Exercise: Instruction for the entries that follow: retype exactly the lines from the line with "position:relative; flex:1; overflow:hidden" to the line with "display:grid; place-items:center; width:45px;", both included, and omit all others.

Dataset excerpts:
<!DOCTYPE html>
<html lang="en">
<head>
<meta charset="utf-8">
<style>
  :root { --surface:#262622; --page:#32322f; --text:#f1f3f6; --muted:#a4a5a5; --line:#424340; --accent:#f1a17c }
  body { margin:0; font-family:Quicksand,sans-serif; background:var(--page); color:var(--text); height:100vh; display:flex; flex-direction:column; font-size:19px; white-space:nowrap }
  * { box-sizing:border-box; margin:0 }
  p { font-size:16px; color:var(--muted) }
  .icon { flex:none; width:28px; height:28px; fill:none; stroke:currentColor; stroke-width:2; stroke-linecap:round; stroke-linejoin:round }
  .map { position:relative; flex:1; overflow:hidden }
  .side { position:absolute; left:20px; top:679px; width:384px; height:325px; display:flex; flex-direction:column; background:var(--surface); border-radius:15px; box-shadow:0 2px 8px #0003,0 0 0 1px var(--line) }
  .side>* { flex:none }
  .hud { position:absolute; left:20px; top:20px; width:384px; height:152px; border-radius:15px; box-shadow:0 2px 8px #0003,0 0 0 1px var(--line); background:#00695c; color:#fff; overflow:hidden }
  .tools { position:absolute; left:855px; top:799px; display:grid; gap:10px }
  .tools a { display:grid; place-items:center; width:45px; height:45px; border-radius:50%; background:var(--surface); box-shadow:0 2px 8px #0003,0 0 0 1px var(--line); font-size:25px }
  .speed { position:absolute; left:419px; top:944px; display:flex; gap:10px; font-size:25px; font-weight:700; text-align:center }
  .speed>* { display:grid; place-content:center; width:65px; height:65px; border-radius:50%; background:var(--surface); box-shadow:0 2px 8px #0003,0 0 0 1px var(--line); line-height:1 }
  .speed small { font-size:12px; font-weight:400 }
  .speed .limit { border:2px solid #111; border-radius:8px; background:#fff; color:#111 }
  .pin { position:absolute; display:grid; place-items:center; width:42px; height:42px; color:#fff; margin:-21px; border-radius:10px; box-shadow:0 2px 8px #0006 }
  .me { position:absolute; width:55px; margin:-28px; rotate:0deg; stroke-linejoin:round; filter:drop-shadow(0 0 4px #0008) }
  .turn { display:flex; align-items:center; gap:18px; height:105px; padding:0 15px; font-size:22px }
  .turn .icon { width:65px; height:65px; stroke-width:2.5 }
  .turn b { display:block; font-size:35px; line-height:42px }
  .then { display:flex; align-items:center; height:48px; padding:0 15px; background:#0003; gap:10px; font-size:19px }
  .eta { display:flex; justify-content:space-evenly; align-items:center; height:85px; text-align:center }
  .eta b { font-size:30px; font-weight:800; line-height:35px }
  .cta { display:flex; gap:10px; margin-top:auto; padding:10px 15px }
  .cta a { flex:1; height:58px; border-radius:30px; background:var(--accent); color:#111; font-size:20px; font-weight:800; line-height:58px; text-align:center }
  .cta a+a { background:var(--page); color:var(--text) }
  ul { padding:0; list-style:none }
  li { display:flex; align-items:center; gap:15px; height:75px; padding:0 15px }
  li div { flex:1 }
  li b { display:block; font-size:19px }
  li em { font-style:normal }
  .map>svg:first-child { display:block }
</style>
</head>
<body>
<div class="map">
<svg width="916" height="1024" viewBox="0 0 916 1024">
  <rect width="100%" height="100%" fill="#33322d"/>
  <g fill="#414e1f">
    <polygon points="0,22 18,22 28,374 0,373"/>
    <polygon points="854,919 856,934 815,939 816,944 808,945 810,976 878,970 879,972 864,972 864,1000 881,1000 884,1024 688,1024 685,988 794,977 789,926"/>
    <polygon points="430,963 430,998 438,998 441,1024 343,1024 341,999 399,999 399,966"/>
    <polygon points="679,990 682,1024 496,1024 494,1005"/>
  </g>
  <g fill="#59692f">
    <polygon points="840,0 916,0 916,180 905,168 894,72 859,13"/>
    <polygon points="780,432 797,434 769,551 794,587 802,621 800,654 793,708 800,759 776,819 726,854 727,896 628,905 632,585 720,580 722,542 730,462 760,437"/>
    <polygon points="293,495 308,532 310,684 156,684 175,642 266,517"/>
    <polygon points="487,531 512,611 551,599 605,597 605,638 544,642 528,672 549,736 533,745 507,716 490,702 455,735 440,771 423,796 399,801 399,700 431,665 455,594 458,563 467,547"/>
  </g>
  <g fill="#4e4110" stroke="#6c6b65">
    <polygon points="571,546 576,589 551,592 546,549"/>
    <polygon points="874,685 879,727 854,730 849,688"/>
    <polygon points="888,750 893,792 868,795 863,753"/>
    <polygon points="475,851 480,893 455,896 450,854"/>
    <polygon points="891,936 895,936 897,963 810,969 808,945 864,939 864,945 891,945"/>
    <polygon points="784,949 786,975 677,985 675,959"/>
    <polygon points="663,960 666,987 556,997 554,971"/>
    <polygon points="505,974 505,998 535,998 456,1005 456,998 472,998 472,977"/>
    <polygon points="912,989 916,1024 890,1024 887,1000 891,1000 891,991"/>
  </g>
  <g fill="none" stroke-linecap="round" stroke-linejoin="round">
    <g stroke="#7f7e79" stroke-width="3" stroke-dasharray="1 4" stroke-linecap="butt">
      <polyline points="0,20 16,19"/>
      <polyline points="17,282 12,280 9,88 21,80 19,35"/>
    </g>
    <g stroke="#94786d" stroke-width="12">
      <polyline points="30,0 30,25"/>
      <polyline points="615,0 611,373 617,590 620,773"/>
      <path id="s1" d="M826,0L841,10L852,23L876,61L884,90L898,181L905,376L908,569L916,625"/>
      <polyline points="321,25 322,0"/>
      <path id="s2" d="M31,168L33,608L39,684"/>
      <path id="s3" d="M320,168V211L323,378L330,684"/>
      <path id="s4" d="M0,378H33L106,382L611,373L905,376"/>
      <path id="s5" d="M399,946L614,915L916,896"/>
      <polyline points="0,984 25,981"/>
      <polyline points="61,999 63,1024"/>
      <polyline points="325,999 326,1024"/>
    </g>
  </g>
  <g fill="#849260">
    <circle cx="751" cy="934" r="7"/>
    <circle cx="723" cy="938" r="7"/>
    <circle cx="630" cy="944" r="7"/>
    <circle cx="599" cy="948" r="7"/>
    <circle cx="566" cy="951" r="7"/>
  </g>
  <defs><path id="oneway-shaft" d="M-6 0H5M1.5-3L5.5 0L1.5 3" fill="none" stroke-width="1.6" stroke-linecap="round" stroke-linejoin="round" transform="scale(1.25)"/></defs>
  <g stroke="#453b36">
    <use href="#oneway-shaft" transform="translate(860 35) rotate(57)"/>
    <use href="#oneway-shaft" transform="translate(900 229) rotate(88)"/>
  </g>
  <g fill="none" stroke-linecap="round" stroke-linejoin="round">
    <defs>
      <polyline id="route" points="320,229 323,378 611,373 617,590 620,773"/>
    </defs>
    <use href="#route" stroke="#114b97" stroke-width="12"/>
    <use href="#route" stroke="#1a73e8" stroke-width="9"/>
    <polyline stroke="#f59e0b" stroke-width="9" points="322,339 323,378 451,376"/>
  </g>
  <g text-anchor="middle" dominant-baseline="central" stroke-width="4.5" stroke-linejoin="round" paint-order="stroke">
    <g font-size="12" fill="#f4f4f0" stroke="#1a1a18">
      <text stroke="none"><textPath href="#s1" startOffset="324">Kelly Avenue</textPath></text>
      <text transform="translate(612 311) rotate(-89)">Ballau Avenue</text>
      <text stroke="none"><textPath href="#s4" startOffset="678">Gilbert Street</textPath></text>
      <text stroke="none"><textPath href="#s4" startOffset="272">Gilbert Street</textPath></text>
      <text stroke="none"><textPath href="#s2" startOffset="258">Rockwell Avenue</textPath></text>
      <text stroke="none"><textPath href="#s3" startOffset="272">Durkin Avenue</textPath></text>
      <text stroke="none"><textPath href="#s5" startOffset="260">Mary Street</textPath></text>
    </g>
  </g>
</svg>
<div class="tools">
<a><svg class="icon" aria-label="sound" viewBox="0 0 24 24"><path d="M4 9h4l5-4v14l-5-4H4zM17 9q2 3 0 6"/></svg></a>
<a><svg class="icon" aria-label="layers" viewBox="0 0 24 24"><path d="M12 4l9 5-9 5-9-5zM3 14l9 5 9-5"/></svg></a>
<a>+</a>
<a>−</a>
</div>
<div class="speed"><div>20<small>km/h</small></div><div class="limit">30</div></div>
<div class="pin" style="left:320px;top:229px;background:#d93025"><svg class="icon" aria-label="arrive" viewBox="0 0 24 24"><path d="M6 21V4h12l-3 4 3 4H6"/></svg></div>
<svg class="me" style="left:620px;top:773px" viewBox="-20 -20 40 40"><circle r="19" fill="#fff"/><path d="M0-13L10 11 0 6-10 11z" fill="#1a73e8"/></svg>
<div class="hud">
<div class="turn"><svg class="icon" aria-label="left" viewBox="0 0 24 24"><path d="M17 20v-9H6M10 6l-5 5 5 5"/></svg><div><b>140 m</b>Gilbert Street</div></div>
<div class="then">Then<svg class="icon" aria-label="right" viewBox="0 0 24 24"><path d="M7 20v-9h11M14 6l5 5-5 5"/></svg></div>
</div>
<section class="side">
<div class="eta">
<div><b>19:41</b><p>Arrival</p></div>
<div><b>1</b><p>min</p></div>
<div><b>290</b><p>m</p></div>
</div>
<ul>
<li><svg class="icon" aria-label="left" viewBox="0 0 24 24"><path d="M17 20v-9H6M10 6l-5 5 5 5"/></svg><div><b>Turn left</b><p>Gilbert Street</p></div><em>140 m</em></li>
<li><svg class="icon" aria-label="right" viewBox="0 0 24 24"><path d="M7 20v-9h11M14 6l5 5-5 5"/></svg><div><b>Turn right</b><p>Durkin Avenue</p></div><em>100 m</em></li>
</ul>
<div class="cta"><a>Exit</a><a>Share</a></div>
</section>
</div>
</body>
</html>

==

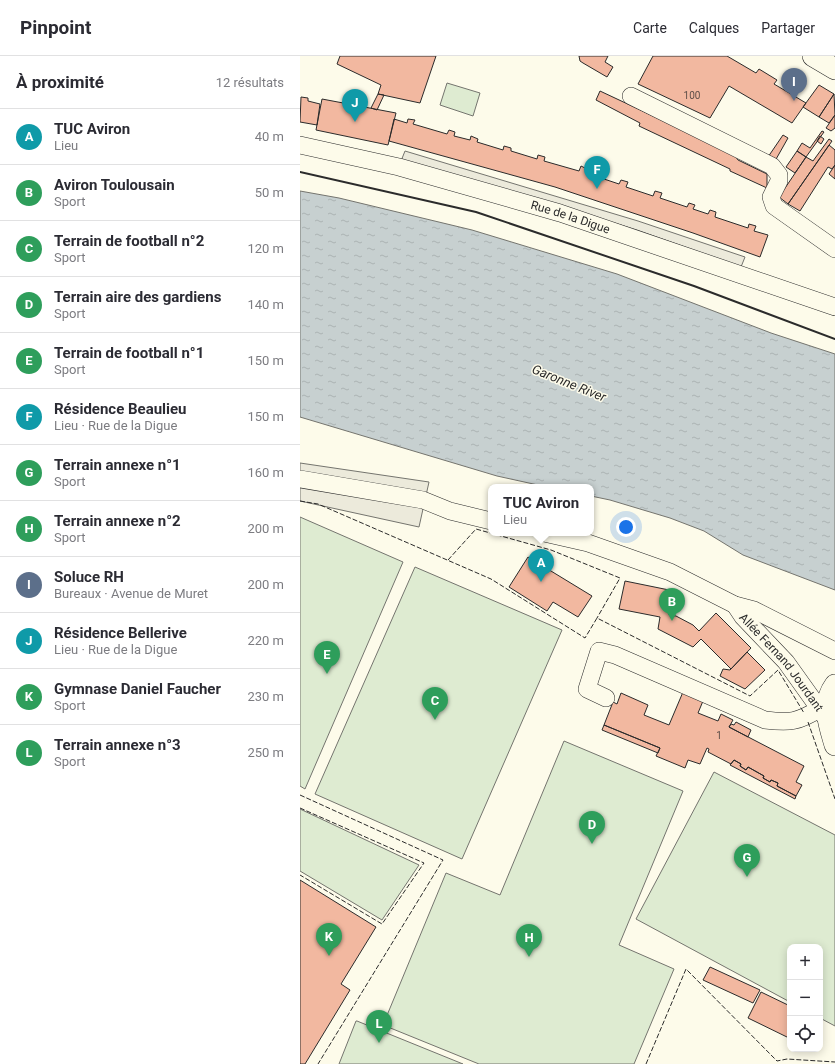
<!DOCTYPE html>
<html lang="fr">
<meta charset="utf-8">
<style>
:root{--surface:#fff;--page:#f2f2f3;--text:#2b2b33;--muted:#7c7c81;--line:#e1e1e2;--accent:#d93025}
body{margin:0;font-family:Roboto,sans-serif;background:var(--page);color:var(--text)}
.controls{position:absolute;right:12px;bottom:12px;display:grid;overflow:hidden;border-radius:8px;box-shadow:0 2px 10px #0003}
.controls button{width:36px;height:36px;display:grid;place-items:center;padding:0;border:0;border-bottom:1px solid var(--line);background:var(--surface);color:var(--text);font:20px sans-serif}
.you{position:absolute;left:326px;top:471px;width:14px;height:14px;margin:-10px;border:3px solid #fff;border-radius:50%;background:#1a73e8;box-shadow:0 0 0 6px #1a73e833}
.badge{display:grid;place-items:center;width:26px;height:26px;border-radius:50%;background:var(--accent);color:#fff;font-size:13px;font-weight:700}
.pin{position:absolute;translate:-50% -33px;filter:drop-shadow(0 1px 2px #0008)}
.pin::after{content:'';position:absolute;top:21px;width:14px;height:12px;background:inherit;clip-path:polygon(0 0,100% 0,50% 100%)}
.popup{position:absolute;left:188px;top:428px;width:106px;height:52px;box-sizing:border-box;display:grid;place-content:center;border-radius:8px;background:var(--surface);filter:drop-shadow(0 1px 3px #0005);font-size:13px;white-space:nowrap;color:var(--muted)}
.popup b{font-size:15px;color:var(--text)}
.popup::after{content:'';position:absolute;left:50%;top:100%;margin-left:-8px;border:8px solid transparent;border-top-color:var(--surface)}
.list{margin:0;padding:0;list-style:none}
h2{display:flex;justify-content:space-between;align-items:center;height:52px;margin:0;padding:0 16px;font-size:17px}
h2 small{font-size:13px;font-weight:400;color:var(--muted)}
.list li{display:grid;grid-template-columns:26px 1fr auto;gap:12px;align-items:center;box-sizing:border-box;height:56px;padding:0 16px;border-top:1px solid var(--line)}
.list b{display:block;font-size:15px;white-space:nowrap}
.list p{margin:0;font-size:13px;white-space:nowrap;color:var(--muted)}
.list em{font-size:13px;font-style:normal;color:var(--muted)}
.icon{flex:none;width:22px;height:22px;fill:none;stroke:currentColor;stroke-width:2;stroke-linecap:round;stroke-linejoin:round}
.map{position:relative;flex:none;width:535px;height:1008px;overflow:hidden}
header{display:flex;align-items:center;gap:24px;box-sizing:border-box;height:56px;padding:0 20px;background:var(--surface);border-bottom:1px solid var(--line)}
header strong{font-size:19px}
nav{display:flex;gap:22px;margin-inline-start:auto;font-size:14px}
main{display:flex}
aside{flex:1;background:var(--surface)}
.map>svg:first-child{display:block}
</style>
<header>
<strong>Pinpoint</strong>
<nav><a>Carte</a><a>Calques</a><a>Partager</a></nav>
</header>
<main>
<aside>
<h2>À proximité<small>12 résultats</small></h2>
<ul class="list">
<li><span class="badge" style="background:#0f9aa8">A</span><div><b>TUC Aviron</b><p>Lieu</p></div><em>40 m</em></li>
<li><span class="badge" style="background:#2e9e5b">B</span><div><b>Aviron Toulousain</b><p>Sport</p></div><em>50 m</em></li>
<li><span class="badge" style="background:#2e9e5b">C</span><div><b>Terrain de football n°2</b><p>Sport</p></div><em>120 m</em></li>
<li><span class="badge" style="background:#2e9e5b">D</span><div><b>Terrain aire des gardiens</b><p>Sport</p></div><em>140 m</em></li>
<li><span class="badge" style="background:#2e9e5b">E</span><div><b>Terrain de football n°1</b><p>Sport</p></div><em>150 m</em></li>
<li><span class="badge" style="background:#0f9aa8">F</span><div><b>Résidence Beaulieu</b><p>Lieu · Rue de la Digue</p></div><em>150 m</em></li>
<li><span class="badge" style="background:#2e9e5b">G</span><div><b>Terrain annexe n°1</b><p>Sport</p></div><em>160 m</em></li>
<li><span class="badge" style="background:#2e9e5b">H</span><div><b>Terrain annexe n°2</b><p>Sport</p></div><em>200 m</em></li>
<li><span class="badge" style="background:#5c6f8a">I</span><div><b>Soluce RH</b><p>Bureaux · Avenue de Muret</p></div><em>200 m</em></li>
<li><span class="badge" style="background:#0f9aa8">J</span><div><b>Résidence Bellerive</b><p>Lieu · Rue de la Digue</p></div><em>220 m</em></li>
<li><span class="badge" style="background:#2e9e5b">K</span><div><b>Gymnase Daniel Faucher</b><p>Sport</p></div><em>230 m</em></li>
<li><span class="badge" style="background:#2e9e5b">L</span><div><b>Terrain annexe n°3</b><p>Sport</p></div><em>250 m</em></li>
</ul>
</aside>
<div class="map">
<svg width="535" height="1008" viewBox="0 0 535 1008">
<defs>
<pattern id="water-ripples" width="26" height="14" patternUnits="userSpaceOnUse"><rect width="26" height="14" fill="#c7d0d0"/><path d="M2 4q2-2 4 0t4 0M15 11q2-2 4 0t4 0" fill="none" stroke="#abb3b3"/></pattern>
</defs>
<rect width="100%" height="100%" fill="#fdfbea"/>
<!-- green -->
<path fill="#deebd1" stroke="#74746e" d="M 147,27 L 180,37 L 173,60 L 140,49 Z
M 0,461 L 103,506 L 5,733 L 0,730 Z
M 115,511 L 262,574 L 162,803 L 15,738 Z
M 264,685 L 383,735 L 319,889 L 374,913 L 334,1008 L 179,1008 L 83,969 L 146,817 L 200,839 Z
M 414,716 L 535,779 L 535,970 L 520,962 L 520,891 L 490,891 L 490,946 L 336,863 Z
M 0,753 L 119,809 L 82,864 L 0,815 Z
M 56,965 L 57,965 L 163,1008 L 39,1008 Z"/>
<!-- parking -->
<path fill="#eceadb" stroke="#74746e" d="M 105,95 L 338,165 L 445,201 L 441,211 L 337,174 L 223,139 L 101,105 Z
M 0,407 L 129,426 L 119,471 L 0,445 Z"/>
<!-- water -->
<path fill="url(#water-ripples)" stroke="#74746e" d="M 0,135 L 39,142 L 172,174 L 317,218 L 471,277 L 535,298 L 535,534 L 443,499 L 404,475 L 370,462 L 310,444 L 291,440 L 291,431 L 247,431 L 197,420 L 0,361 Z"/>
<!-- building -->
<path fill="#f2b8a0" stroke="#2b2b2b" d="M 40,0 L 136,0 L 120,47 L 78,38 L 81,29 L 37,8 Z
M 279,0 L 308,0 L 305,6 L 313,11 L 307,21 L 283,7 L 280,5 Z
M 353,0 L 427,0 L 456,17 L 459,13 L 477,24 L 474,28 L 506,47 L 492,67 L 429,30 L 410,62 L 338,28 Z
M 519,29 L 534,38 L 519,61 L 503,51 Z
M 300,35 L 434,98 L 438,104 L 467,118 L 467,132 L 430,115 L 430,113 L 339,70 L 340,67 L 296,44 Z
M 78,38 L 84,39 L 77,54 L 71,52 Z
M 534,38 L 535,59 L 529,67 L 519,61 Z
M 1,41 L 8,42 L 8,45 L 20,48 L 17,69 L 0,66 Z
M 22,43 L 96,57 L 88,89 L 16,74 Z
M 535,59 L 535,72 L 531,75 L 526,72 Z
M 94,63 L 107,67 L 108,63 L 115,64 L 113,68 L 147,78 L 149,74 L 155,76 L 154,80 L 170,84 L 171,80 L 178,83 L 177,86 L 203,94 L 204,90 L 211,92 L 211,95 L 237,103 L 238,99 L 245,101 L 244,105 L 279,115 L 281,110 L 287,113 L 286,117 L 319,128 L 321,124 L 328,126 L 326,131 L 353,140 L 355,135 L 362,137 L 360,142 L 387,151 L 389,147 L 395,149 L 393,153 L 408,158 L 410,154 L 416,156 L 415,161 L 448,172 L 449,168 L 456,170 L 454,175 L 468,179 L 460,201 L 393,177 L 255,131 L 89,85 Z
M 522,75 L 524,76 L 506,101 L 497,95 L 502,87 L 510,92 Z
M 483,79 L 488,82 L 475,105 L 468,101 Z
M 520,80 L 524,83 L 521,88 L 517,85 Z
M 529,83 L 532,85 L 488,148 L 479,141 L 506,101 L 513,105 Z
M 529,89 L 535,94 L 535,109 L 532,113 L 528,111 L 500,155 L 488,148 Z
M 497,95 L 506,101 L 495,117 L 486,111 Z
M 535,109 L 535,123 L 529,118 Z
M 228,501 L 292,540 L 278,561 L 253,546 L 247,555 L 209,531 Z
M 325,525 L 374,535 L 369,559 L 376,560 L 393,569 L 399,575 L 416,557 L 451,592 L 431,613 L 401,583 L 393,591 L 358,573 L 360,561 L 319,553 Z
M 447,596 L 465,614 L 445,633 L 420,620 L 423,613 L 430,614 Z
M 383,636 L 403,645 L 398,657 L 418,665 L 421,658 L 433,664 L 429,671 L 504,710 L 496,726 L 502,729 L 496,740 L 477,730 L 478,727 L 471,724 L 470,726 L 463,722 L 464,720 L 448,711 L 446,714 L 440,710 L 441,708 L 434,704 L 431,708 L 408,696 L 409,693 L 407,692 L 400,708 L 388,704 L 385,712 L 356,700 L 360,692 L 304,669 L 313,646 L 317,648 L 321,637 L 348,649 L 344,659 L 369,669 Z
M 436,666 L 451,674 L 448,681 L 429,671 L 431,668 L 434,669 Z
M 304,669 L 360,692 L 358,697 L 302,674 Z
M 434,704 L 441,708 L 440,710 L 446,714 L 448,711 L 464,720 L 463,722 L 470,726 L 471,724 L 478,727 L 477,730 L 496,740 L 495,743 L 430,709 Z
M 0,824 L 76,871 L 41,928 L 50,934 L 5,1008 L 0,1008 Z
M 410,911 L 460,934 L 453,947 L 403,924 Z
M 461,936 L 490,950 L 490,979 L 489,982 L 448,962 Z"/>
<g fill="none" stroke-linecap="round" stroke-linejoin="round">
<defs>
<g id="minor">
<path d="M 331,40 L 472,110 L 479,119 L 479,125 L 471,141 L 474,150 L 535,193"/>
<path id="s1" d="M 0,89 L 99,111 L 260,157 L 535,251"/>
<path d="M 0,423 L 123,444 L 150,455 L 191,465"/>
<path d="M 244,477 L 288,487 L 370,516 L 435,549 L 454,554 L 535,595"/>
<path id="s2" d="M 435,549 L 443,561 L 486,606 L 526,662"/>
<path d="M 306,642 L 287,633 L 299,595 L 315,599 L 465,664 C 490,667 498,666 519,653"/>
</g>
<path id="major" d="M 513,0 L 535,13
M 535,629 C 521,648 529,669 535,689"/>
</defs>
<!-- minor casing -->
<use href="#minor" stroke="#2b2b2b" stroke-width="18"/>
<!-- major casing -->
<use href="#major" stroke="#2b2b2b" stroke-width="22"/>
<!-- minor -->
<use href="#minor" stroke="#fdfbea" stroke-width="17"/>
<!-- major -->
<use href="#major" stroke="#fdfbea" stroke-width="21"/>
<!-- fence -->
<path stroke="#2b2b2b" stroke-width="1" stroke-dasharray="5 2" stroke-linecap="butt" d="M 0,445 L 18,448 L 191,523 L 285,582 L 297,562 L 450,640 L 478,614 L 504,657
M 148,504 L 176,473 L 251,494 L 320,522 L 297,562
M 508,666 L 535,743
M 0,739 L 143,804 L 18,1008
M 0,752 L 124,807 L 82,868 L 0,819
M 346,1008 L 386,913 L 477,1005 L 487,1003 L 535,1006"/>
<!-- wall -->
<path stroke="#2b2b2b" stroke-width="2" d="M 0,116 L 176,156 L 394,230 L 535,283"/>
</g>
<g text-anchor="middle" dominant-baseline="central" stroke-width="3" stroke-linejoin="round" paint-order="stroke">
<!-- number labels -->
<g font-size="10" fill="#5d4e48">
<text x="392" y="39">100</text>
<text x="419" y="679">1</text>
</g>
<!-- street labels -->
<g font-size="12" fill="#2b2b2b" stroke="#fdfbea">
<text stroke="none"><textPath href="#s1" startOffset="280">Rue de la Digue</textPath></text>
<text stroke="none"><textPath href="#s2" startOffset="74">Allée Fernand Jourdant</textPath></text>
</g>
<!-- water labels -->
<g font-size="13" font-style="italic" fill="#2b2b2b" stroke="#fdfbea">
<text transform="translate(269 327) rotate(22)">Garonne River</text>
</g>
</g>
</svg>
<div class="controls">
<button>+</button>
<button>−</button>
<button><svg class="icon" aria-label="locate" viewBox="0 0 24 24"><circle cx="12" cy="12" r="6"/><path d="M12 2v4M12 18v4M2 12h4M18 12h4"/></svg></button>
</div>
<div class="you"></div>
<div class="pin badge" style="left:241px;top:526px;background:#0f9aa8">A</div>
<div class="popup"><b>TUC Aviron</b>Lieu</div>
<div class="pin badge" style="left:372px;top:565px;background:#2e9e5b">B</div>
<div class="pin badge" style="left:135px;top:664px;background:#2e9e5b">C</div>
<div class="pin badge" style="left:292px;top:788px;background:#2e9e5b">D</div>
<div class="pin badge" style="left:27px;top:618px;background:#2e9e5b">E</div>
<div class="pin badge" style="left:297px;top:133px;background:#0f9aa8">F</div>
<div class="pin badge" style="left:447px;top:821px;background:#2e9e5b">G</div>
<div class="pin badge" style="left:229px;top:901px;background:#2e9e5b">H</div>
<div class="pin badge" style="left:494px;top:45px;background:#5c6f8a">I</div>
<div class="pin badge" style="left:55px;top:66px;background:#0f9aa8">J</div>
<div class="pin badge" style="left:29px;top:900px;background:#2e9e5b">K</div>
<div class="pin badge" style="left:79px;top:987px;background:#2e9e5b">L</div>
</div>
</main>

Task answer:
  .map { position:relative; flex:1; overflow:hidden }
  .side { position:absolute; left:20px; top:679px; width:384px; height:325px; display:flex; flex-direction:column; background:var(--surface); border-radius:15px; box-shadow:0 2px 8px #0003,0 0 0 1px var(--line) }
  .side>* { flex:none }
  .hud { position:absolute; left:20px; top:20px; width:384px; height:152px; border-radius:15px; box-shadow:0 2px 8px #0003,0 0 0 1px var(--line); background:#00695c; color:#fff; overflow:hidden }
  .tools { position:absolute; left:855px; top:799px; display:grid; gap:10px }
  .tools a { display:grid; place-items:center; width:45px; height:45px; border-radius:50%; background:var(--surface); box-shadow:0 2px 8px #0003,0 0 0 1px var(--line); font-size:25px }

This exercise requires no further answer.